The purpose of this study is to demonstrate that in patients with DVT or PE who use a strong CYP 3A4 inducer, the use of this higher rivaroxaban dose results in a similar rivaroxaban concentration in the blood and a rivaroxaban induced blood…
ID
Source
Brief title
Condition
- Embolism and thrombosis
Synonym
Research involving
Sponsors and support
Intervention
Outcome measures
Primary outcome
The primary objective is to characterize the population PK/PD of an adapted
rivaroxaban dose regimen in patients with acute, proximal deep-vein thrombosis
(DVT) or acute pulmonary embolism (PE) and concomitant use of a strong CYP 3A4
inducer.
Secondary outcome
The occurrence of symptomatic recurrent venous thromboembolism and major and
clinically relevant non-major bleeding will be documented.
Background summary
Rivaroxaban is a new anticoagulant drug that is currently being tested in a
large group of patients with DVT or PE. Under normal circumstances, the dose of
rivaroxaban for the treatment of DVT or PE is 15 mg twice daily for 3 weeks
followed by 20 mg once daily for a longer period of time. However, the effect
of rivaroxaban can be influenced by medication that belongs to the group of the
so-called strong CYP 3A4 inducers. Examples of strong CYP 3A4 inducers are
carbamazepine, phenytoin, rifampicin/rifampin, and rifabutin.
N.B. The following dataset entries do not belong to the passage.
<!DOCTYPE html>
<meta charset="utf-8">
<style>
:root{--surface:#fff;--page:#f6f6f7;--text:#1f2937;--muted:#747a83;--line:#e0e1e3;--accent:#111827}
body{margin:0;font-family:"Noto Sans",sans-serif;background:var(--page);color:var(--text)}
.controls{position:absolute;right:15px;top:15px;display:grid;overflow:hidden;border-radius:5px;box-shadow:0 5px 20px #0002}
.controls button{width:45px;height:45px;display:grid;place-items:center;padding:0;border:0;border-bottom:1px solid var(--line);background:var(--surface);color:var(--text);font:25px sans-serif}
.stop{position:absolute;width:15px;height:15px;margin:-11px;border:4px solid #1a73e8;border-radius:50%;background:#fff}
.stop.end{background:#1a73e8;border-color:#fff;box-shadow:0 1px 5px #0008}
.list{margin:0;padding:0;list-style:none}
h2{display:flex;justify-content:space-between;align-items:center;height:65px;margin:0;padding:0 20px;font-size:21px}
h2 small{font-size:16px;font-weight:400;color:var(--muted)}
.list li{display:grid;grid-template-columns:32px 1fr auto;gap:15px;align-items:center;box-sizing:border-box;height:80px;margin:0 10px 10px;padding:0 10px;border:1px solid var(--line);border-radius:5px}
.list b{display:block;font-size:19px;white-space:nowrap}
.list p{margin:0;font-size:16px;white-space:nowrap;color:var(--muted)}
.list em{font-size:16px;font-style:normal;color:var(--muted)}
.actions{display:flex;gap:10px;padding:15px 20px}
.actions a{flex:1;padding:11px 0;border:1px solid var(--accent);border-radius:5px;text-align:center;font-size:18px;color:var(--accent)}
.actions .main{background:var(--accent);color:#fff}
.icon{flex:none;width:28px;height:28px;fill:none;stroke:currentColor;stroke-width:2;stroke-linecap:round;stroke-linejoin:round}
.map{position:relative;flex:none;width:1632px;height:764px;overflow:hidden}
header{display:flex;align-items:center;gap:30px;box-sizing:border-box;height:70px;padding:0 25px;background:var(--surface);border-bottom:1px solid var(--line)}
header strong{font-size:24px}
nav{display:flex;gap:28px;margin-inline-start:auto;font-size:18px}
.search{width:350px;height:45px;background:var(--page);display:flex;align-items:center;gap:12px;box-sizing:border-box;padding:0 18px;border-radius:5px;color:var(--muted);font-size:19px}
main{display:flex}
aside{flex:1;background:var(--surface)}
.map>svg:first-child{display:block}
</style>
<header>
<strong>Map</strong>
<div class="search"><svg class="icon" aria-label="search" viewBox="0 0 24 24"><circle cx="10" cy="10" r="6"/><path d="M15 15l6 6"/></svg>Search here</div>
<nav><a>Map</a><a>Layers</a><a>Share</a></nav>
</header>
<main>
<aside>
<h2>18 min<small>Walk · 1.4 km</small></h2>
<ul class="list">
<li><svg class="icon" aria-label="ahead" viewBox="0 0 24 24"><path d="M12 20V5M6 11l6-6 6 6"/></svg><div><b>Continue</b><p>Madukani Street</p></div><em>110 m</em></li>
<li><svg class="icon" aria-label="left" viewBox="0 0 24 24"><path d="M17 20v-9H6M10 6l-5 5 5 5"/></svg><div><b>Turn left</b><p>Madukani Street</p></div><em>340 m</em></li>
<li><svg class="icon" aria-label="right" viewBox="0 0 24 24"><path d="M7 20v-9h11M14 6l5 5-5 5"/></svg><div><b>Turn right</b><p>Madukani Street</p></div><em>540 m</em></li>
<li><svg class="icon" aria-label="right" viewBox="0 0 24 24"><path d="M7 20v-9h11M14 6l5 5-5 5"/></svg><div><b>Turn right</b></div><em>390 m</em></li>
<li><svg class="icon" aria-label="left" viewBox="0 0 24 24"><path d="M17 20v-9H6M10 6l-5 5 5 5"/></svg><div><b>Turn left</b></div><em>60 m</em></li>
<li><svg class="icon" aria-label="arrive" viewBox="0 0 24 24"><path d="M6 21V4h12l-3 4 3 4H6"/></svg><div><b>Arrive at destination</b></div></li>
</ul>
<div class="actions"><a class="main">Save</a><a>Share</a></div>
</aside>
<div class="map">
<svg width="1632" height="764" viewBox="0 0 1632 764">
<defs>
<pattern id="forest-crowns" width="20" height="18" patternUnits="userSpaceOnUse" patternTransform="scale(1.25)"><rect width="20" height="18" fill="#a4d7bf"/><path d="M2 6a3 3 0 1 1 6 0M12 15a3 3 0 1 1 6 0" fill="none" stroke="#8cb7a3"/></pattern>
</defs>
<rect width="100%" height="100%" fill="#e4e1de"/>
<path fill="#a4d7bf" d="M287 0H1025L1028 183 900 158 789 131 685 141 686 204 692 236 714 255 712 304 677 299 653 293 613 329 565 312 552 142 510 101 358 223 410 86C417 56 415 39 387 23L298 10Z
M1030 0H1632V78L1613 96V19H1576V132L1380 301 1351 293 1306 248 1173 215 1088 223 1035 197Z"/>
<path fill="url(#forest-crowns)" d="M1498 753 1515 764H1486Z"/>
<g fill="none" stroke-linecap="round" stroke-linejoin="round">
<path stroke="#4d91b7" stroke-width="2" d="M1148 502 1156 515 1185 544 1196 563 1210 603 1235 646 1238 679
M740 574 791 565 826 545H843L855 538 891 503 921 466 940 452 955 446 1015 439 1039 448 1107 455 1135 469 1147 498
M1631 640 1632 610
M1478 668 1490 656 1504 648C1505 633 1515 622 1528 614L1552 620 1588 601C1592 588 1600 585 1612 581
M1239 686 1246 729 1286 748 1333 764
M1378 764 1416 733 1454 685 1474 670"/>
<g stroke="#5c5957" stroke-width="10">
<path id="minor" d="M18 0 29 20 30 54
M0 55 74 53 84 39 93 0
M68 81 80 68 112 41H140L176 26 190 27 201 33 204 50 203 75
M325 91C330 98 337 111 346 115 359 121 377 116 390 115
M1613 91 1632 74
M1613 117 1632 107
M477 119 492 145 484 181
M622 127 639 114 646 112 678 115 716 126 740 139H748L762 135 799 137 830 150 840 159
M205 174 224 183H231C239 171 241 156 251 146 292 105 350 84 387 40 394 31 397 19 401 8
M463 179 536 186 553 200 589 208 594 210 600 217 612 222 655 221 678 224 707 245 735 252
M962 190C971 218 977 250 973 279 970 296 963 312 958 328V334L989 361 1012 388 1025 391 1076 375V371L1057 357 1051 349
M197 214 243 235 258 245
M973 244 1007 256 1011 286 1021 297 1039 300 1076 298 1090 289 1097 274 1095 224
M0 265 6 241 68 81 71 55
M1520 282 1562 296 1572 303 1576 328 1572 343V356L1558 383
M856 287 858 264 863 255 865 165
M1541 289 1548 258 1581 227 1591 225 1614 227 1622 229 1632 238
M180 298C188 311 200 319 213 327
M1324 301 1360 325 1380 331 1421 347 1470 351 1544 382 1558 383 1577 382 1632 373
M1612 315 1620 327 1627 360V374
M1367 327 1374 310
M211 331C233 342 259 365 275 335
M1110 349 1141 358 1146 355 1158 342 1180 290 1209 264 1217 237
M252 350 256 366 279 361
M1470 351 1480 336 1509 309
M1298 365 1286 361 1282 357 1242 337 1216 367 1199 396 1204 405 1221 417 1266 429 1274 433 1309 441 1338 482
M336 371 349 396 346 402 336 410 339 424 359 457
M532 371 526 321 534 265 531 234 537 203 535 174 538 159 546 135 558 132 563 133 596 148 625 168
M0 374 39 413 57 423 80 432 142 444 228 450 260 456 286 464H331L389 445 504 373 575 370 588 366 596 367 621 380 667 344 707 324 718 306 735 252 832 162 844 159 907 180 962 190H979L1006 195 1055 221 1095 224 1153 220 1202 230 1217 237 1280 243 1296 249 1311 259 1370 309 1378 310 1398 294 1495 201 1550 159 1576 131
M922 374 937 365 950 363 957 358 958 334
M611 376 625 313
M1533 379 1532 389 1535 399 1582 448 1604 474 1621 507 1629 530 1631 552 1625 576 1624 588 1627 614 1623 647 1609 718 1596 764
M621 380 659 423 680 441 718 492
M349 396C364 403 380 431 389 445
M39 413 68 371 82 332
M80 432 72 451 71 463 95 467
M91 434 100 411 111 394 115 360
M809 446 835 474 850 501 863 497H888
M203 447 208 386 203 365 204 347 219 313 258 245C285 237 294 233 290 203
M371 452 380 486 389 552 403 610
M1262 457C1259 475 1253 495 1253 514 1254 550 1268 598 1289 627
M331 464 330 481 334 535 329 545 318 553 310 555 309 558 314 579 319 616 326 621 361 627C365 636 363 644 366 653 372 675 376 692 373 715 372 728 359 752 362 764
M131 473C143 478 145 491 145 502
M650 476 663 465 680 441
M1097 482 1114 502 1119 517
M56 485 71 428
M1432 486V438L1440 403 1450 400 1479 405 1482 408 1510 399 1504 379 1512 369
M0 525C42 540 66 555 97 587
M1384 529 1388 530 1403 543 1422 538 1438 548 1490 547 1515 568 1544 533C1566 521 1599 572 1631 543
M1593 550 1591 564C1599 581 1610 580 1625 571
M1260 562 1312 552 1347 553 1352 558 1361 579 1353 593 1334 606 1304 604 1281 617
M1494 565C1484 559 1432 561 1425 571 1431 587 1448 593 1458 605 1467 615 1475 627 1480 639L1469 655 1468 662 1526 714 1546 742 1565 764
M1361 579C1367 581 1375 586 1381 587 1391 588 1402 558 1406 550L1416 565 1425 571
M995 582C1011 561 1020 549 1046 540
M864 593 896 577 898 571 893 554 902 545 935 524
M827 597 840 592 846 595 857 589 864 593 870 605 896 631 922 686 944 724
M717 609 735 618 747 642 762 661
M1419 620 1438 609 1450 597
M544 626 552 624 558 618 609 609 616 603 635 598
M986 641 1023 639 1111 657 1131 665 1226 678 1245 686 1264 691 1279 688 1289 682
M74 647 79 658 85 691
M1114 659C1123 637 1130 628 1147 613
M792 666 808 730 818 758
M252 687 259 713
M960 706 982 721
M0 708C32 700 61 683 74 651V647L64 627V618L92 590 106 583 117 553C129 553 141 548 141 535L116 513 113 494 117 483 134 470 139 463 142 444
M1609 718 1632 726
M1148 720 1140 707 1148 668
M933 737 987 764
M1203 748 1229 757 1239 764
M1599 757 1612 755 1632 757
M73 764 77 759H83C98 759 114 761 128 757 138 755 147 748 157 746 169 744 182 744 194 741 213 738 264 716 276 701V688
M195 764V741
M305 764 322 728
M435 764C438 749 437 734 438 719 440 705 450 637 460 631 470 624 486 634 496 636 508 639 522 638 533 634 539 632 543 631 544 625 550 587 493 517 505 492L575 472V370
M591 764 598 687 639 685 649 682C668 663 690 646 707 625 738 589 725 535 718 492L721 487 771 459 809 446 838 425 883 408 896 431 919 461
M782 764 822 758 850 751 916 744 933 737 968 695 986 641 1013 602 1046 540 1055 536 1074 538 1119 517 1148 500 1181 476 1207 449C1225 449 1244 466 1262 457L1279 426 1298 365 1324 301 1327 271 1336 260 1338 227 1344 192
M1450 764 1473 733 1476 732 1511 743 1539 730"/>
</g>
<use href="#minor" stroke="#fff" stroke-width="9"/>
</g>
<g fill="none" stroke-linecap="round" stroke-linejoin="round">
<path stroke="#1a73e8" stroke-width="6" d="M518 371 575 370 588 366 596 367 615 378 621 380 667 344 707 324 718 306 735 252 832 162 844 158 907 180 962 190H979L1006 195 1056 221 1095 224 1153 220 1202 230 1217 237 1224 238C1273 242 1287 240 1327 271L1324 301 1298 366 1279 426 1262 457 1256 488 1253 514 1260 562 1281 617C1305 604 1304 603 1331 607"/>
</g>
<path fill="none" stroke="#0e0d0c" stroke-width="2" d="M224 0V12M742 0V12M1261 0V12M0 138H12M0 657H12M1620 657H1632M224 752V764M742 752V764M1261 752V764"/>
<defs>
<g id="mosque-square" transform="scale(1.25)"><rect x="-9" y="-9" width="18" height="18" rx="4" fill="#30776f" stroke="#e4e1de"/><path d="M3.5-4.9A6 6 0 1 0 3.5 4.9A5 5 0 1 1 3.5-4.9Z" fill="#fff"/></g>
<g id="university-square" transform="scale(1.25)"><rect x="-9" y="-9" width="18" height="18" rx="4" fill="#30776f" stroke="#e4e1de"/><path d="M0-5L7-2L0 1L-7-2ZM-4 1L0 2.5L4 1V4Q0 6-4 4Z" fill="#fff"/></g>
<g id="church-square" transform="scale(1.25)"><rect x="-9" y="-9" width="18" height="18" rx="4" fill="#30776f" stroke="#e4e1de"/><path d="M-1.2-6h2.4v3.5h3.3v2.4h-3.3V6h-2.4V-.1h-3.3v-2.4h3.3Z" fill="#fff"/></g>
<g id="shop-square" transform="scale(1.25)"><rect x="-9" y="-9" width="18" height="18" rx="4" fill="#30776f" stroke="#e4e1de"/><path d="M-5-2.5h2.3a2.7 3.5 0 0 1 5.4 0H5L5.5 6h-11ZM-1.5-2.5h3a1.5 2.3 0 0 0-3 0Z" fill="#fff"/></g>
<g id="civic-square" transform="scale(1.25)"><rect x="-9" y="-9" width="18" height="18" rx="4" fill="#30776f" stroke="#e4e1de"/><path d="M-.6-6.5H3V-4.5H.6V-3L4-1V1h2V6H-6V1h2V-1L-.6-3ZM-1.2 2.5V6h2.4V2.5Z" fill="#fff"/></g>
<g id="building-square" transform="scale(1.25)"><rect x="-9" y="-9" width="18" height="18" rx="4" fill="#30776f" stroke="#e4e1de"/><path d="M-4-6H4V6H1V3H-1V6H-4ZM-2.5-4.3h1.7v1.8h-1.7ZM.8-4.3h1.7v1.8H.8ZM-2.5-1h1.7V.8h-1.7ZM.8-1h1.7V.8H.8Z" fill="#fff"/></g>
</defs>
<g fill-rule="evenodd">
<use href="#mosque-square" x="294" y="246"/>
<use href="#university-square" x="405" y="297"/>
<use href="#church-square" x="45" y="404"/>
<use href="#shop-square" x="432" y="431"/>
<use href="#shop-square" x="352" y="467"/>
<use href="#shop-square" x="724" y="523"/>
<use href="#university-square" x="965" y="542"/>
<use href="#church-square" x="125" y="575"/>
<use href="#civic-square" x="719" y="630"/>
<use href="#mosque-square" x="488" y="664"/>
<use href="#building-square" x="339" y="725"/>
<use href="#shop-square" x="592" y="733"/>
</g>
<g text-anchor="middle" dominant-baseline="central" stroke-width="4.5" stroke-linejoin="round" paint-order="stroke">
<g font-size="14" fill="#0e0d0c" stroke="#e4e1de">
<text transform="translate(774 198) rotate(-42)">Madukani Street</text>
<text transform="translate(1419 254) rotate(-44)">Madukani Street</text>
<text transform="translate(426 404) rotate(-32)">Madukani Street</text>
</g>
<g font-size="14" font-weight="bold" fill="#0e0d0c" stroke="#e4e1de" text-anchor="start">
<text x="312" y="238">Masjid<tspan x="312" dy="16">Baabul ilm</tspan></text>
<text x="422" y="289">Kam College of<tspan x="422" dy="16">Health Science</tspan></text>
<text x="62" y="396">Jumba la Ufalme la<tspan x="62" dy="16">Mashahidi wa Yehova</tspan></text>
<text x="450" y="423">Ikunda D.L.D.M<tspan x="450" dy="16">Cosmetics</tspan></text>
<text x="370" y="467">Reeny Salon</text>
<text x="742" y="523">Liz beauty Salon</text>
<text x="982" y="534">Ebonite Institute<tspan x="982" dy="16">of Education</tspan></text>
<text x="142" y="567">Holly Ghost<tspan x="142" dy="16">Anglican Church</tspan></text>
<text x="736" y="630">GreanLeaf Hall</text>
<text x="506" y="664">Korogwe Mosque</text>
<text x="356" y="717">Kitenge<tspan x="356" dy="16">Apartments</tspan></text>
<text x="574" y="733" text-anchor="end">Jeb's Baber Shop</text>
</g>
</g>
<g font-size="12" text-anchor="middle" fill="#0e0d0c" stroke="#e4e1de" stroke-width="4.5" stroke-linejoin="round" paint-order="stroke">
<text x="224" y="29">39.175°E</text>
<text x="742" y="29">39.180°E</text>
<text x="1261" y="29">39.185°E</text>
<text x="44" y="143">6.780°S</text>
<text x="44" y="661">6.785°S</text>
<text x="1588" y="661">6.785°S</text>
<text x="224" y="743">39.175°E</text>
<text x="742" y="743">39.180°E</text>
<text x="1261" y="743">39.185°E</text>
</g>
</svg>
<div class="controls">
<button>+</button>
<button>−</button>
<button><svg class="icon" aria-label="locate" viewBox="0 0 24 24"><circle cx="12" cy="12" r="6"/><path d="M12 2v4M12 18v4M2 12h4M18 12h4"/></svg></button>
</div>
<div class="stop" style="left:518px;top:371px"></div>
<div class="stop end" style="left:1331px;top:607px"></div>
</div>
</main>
If a patient uses
such a strong CYP inducer in combination with rivaroxaban, then the effect of
rivaroxaban will be substantially less, possibly making the treatment of DVT or
PE less effective. The aim of this study is to demonstrate that in patients who
use a strong CYP inducer, the rivaroxaban dose needs to be higher than normal
for achieving the same therapeutic effect as in patients who use rivaroxaban in
the absence of a strong CYP 3A4 inducer.
Study objective
The purpose of this study is to demonstrate that in patients with DVT or PE who
use a strong CYP 3A4 inducer, the use of this higher rivaroxaban dose results
in a similar rivaroxaban concentration in the blood and a rivaroxaban induced
blood thinning effect than observed in patients that use the normal rivaroxaban
dose in the absence of a strong CYP 3A4 inducer.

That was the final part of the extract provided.